Esiste un nome per il suo stile?
«Teatro umano, comprensibile a tutti, moderno e antico. Diceva sempre di voler essere fedele ai suoi autori».
Com’è cambiato il teatro in questi anni?
«Oggi il teatro è spesso noioso, tradisce invece molto gli autori, il regista stravolge come m’è capitato vedere con Strindberg e Ibsen. E si usano troppi video».
Giorgio era davvero un monaco del palcoscenico?
«Direi di sì. Si chiudeva nel buio, pensando e soffrendo. Ed era davvero un monaco, viveva una grande solitudine dal fondo della quale poi creava, in cui s’ispirava».
A chi voleva bene?
«A tutti i suoi attori, ai tecnici, a tutti, compresi i pessimi. Voleva bene al mondo, questo esprimeva con il suo teatro che era un atto d’amore».
Il suo rapporto con le donne?
«Adorava le donne, era innamorato, era un uomo vanitoso, amava l’idea che le donne lo amassero. Io non ero troppo gelosa, ero orgogliosa perché mi piaceva avere un uomo che affascinava le altre».
Qual era l’arma di seduzione di Strehler?

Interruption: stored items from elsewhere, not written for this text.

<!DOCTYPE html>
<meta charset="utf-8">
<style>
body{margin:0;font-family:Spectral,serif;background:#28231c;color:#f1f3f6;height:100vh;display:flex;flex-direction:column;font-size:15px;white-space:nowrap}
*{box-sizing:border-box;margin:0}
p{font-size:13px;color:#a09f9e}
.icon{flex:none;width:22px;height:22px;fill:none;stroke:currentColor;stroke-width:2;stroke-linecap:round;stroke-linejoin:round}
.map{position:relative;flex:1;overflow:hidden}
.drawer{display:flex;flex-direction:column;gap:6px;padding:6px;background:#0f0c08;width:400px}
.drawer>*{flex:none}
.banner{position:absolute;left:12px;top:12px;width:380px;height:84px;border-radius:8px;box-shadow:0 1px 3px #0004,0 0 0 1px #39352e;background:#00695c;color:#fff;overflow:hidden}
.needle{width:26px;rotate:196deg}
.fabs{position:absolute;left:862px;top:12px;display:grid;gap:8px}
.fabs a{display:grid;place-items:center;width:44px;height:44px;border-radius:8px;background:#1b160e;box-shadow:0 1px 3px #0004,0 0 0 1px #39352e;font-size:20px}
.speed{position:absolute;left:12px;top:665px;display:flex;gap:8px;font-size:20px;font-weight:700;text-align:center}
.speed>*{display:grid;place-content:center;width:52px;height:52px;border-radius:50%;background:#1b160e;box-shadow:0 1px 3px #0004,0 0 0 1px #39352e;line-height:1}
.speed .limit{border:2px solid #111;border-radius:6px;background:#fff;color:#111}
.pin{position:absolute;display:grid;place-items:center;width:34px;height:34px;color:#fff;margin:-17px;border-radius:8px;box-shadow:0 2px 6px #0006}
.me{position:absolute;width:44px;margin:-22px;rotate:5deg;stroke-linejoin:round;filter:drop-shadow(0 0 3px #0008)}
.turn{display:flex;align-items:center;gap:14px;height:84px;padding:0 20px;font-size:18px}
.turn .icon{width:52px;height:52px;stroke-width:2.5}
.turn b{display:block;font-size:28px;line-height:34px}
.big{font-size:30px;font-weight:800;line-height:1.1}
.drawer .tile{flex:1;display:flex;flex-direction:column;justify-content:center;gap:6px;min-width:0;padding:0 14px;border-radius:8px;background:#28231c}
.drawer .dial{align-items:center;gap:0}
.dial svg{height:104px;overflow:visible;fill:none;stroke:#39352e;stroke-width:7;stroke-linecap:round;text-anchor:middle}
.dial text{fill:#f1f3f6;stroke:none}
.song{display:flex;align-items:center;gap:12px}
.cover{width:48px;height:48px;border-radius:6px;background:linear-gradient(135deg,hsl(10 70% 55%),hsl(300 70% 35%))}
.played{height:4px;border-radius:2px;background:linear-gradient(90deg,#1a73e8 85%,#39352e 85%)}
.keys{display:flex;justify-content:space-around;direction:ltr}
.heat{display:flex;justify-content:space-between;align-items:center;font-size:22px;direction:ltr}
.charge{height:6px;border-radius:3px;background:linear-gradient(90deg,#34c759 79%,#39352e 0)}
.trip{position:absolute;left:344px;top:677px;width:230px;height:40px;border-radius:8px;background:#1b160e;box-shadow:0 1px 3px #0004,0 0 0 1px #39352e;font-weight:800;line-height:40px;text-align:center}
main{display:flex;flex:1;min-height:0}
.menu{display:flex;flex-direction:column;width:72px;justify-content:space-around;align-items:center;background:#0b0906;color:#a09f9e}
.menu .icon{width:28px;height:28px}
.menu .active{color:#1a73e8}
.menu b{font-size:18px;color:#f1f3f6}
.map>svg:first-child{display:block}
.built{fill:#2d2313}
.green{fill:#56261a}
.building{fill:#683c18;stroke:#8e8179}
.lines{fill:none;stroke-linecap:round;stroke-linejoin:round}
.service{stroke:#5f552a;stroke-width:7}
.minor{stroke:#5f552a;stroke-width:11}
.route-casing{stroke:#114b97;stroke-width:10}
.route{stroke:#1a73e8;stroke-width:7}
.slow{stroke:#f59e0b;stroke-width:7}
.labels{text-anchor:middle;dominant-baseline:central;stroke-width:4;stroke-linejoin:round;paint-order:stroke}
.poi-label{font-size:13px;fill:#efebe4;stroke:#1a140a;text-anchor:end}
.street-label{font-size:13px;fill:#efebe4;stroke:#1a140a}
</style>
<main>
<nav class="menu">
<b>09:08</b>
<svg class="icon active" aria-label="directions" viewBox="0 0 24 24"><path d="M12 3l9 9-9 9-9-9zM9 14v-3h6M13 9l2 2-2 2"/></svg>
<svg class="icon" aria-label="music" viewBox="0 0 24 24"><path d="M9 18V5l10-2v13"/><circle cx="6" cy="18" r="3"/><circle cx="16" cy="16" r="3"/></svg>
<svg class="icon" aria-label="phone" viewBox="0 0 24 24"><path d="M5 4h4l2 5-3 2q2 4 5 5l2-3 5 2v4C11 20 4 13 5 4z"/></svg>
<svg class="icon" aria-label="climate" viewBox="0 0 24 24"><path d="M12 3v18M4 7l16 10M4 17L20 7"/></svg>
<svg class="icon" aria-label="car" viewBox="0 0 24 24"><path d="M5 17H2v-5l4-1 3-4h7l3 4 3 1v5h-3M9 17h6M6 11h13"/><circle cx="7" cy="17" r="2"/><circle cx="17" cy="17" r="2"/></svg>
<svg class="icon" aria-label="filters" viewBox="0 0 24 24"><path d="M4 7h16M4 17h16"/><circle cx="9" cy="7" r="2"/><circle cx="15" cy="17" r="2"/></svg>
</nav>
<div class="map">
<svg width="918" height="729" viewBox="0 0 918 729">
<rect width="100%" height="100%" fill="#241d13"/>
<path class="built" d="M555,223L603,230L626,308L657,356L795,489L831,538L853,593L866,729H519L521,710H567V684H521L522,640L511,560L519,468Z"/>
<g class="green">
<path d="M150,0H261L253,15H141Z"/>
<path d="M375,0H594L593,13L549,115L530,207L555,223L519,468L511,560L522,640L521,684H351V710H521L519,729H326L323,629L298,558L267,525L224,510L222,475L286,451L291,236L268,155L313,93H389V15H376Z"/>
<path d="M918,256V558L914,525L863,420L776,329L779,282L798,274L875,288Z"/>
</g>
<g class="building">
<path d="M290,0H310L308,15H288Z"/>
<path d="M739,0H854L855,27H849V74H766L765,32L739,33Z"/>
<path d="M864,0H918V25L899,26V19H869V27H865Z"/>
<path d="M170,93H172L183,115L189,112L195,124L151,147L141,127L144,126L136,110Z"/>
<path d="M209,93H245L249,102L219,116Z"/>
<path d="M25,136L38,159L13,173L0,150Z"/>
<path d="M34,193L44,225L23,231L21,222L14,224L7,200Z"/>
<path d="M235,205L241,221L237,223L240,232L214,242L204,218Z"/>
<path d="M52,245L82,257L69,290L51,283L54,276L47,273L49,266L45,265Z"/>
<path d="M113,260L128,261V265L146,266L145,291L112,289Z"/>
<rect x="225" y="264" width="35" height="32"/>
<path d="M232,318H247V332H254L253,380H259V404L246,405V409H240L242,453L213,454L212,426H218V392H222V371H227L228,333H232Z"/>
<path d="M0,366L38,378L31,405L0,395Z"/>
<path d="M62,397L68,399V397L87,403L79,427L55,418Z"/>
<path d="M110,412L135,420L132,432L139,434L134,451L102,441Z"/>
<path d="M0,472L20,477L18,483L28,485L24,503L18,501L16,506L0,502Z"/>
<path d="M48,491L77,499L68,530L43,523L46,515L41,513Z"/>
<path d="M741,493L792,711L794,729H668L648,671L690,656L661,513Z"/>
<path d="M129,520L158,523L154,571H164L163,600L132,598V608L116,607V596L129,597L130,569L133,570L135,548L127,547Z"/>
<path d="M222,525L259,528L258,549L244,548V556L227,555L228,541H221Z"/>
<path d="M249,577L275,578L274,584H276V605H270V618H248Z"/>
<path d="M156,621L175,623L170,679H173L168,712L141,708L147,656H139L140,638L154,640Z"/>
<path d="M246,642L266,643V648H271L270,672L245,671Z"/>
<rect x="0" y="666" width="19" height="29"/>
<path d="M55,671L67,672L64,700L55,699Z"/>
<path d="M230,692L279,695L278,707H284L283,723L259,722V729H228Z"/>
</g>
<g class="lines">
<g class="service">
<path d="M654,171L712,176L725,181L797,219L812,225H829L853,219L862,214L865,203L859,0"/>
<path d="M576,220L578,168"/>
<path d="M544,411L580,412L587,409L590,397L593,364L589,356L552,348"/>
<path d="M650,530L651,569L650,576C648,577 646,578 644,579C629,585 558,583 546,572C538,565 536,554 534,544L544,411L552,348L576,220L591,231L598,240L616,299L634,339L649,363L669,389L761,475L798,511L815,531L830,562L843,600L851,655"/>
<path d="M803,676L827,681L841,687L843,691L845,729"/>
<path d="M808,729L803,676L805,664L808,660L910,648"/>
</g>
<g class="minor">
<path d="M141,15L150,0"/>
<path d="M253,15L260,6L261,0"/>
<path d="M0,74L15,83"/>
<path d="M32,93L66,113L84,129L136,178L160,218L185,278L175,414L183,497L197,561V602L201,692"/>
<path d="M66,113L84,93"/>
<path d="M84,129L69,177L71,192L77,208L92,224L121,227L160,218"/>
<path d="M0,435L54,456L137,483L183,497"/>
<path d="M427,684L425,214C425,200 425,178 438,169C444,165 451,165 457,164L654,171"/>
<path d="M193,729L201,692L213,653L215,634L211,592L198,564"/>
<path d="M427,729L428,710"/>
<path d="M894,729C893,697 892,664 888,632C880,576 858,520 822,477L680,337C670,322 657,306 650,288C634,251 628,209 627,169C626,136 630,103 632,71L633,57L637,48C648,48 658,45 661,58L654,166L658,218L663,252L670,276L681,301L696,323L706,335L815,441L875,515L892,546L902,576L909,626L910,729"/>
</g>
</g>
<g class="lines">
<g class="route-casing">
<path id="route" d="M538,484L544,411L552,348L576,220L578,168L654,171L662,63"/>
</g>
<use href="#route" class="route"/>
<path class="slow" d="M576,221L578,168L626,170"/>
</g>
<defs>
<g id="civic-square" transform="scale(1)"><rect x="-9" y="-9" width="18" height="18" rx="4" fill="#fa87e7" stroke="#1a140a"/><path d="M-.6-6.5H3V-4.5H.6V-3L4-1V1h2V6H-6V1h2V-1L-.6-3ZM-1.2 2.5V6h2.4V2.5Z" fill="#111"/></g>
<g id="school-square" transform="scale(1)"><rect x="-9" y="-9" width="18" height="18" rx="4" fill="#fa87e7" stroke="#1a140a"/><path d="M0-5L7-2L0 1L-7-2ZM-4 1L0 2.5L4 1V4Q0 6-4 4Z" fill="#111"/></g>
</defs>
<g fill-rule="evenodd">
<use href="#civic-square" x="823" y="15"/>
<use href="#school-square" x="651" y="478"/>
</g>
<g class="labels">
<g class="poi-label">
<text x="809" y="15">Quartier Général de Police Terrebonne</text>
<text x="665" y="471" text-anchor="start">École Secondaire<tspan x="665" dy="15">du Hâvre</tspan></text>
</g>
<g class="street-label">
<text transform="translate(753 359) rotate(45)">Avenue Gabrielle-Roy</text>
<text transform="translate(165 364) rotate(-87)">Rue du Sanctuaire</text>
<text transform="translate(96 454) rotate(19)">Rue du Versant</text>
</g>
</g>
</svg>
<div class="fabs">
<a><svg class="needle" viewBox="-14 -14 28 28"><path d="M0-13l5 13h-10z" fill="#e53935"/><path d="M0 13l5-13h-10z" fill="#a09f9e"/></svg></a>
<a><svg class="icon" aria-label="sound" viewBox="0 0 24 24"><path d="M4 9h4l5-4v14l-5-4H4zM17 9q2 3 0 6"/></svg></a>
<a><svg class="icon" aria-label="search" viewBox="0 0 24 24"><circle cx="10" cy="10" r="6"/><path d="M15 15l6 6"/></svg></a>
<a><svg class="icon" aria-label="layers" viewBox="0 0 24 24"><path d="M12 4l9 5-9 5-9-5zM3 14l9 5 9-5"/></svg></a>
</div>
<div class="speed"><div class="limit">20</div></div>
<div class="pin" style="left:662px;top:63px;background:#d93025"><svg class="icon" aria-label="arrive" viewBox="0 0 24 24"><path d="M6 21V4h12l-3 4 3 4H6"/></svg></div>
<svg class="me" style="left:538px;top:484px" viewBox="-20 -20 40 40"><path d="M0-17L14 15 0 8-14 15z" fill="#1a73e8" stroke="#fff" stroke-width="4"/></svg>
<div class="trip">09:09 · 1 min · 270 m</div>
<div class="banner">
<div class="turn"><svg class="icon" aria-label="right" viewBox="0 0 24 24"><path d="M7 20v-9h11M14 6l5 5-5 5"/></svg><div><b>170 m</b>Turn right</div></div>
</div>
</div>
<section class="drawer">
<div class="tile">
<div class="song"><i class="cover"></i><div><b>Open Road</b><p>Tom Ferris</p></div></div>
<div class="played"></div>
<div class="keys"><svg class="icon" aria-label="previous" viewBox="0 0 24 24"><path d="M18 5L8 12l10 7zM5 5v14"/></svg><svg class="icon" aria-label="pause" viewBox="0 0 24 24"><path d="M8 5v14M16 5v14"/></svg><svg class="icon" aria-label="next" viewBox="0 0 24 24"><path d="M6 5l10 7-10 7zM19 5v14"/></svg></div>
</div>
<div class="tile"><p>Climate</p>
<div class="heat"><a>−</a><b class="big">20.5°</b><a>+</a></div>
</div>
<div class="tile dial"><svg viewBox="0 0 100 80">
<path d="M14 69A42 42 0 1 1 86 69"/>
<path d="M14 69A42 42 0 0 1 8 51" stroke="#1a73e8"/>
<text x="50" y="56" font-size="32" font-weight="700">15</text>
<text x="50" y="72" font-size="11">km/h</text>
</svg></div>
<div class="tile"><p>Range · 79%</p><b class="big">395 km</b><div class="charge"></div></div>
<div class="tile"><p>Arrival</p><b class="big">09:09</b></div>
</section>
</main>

«L’arma? La vivace saggezza, l’umore, il temperamento, il suo buon profumo selvatico al rosmarino oggi scomparso».
Il più grande rimpianto?
«Non avere avuto figli, lui diceva che il figlio era il Piccolo. Se avessimo avuto una figlia Giorgio avrebbe voluto chiamarla Ombra, che oggi è la mia cagnolina».